Project Management
Programming for Data Science
What is Project Management?
Broadly speaking, project management (PM) is a class of rational methods and protocols for organizing the labor of complex activities in order to achieve specific outcomes that are on time and on budget.
PM is important for data science programming because programming means building software, and software projects often invovle teams building complicated products for clients.
PM is an established field that is used for many activities, from military operations to business processes.
It is a profession in which you can be certified as a CPM.
It is a field of study with an established and large body of knowledge known as PMBOK.
The history of PM dates to the early 20th century when scientific techniques were applied to management and manufacturing.
One of the earliest tools of project management is the Gantt Chart, a tool to visualize the relationship between many labor and production components.

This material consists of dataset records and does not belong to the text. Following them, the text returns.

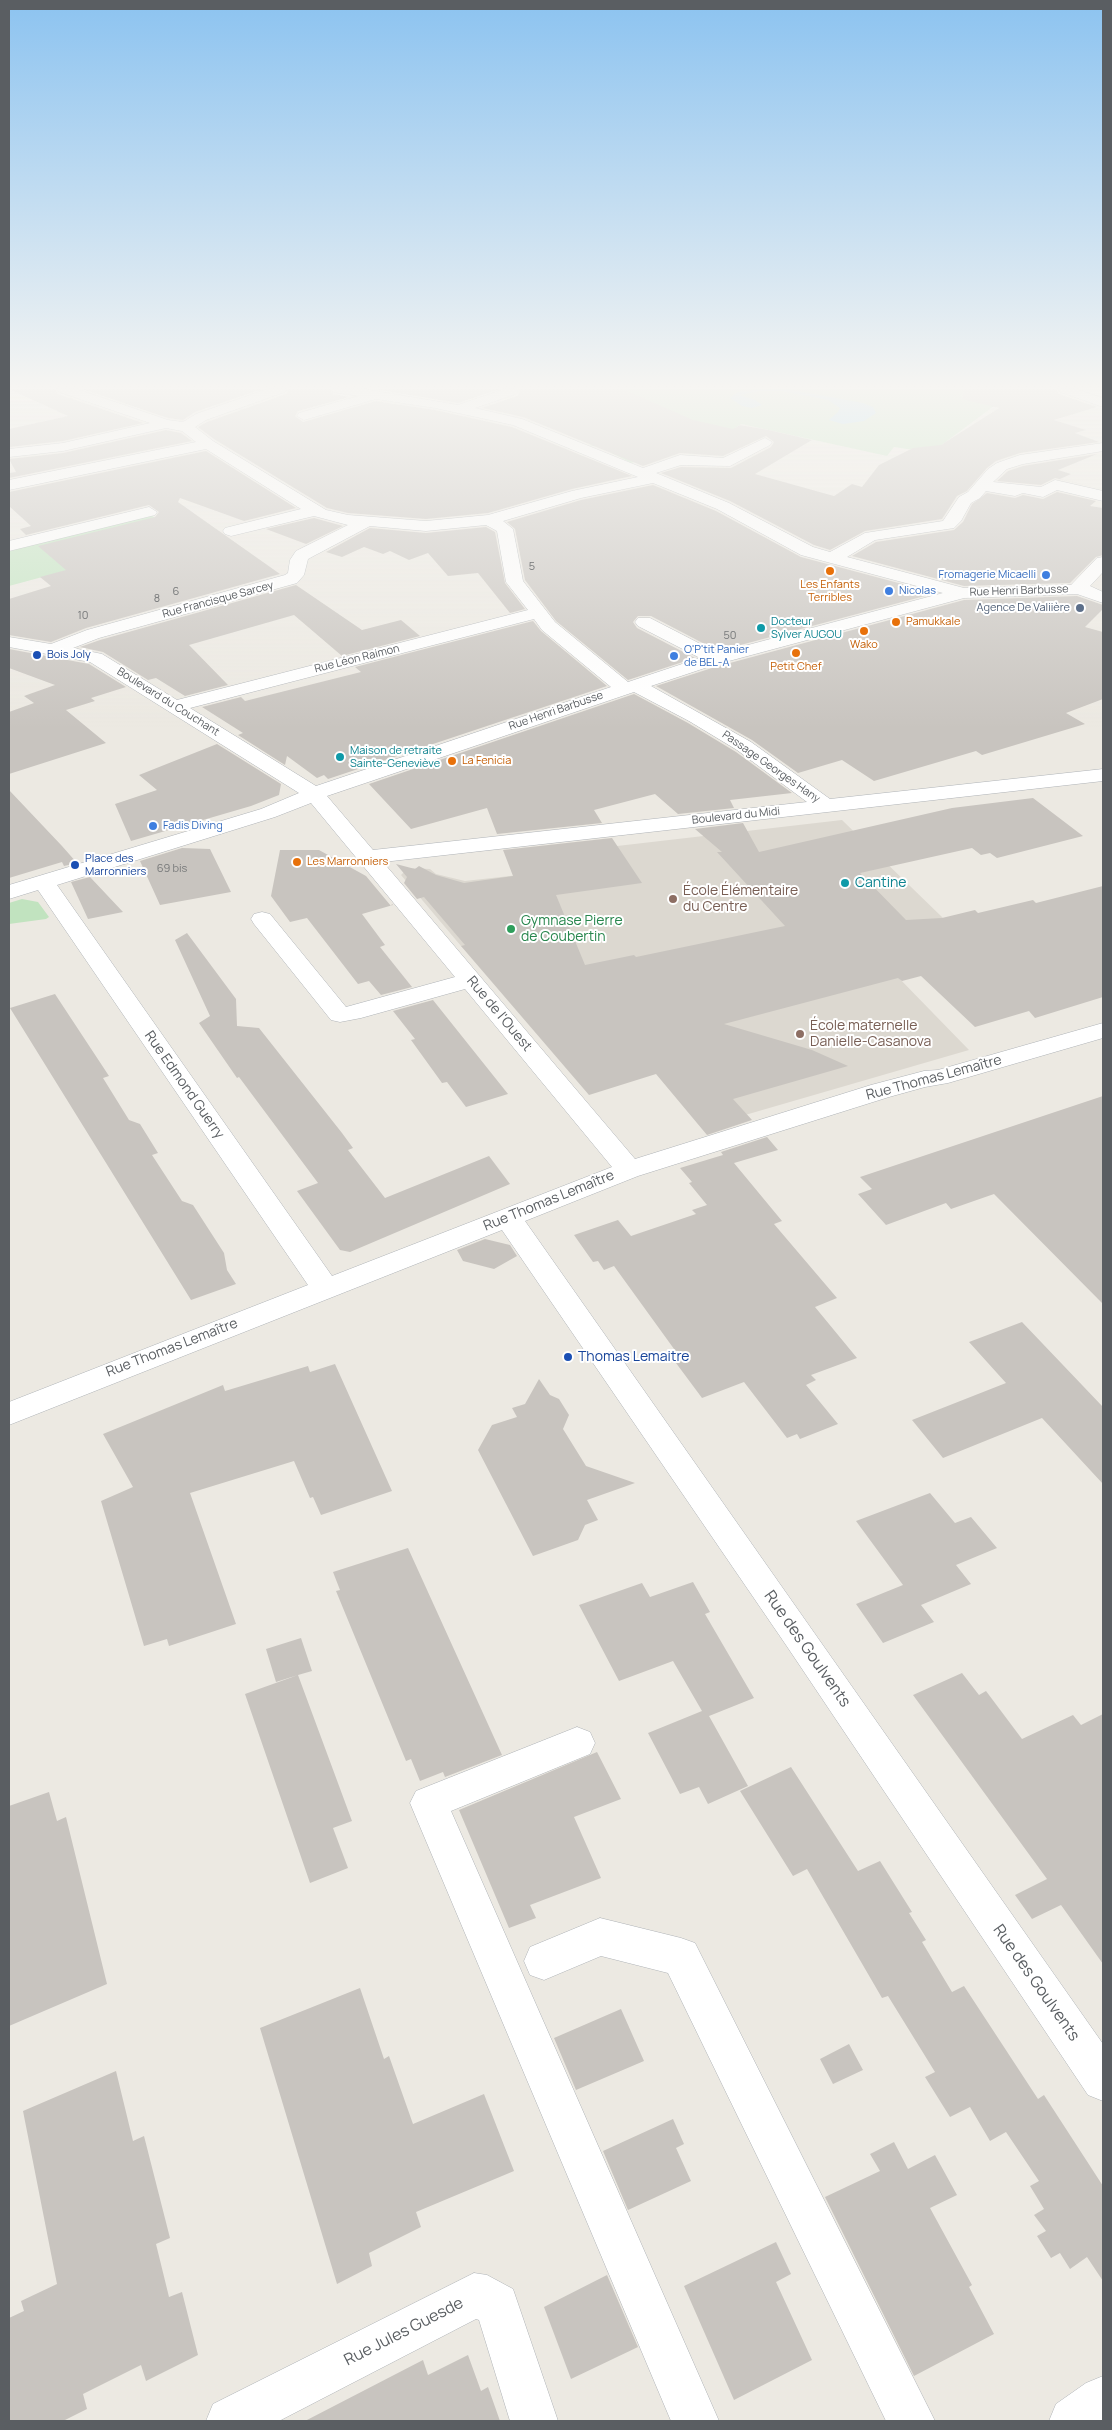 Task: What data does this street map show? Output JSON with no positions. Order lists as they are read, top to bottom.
{
  "streets": {
    "street": [
      "Rue Henri Barbusse",
      "Rue Francisque Sarcey",
      "Rue Léon Raimon",
      "Boulevard du Couchant",
      "Passage Georges Hany",
      "Boulevard du Midi",
      "Rue de l'Ouest",
      "Rue Thomas Lemaître",
      "Rue Edmond Guerry",
      "Rue des Goulvents",
      "Rue Jules Guesde"
    ]
  },
  "crossings": [
    ["Rue Henri Barbusse", "Boulevard du Couchant"],
    ["Rue Henri Barbusse", "Passage Georges Hany"],
    ["Rue Henri Barbusse", "Rue Edmond Guerry"],
    ["Rue Francisque Sarcey", "Boulevard du Couchant"],
    ["Rue Léon Raimon", "Boulevard du Couchant"],
    ["Rue Léon Raimon", "Passage Georges Hany"],
    ["Boulevard du Couchant", "Boulevard du Midi"],
    ["Boulevard du Couchant", "Rue de l'Ouest"],
    ["Passage Georges Hany", "Boulevard du Midi"],
    ["Boulevard du Midi", "Rue de l'Ouest"],
    ["Rue de l'Ouest", "Rue Thomas Lemaître"],
    ["Rue Thomas Lemaître", "Rue Edmond Guerry"],
    ["Rue Thomas Lemaître", "Rue des Goulvents"]
  ],
  "places": [
    "Les Enfants Terribles",
    "Fromagerie Micaelli",
    "Nicolas",
    "Agence De Valiière",
    "Pamukkale",
    "Docteur Sylver AUGOU",
    "Wako",
    "Petit Chef",
    "Bois Joly",
    "O'P'tit Panier de BEL-A",
    "Maison de retraite Sainte-Geneviève",
    "La Fenicia",
    "Fadis Diving",
    "Les Marronniers",
    "Place des Marronniers",
    "Cantine",
    "École Élémentaire du Centre",
    "Gymnase Pierre de Coubertin",
    "École maternelle Danielle-Casanova",
    "Thomas Lemaitre"
  ],
  "house_numbers": [
    "5",
    "6",
    "8",
    "10",
    "50",
    "69 bis"
  ]
}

PM becomes highly developed in the 1950s and ’60s in the post-war era.
Think of the complexity of the Manhattan Project or NASA’s moon shot.
From the beginning, PM has been used to support critical operations: weapons systems, air traffic control, financial systems, health care, etc.
Increasingly, software became involved in all of the operations.
But in the 1960s, the US Department of Defense’s study of software problems found that:
\(47\%\) of software delivered could not be used, as it usually didn’t meet requirements.
\(29\%\) of funded software was never delivered, as it was usually canceled due to cost/schedule overruns.
\(19\%\) of software was useful after extensive rework, and it usually cost \(36\) times more to fix problems after release.
Eventually, PM was adapted to software development, to address these issues.
Software development is hard for many reasons:
Hardware and software are inherently complex.
Code is imperfect and error-prone.
Code is always an interpretation of specifications that are always underspecified.
Code is underspecified in two senses:
First, there is the inherent inadequacy of language to represent reality.
“The map is not the terrain”
Second is the fact that people don’t know what they want even when they say they do.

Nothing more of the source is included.